(Raw data Opens)

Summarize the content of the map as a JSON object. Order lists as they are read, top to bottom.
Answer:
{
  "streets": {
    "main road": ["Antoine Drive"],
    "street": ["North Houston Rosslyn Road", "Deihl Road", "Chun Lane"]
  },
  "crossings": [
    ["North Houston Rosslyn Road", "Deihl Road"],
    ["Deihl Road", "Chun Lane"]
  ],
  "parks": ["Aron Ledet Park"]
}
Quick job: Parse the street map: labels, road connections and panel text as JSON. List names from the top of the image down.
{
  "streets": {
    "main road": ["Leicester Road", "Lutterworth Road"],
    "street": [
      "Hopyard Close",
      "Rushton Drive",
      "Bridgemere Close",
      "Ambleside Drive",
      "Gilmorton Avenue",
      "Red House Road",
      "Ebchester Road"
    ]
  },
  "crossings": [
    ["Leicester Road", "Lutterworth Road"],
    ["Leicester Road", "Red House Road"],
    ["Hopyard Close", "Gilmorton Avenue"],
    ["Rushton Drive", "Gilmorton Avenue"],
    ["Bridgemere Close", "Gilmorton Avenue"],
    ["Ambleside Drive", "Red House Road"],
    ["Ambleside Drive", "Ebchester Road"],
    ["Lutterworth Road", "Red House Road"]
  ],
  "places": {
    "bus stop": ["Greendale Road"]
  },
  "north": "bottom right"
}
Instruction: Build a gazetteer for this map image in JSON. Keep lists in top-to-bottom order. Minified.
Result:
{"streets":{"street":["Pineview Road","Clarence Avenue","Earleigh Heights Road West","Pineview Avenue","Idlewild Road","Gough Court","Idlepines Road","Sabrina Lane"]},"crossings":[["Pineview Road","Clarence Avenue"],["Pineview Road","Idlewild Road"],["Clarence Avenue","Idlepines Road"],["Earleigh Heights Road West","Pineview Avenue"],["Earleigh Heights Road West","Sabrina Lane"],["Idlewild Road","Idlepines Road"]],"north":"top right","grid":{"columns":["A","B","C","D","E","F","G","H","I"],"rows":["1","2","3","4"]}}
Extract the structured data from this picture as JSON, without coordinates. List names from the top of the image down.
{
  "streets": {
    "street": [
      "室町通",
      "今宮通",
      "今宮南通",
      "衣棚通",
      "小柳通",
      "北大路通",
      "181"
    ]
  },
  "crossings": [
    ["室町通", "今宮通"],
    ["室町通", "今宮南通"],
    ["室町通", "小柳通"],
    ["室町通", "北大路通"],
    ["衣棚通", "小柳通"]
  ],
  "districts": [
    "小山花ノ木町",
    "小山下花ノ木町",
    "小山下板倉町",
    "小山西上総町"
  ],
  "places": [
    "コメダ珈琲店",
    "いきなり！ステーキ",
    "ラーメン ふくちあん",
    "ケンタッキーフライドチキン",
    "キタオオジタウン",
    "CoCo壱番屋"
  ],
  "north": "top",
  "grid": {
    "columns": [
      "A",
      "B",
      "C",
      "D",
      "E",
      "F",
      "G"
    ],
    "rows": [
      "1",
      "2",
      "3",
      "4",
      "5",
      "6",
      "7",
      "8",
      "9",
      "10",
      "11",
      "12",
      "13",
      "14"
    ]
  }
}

(Raw data Closes)

From the material given, work out how many lines hold the string "lists"; state that number and nothing further.

Answer box:
2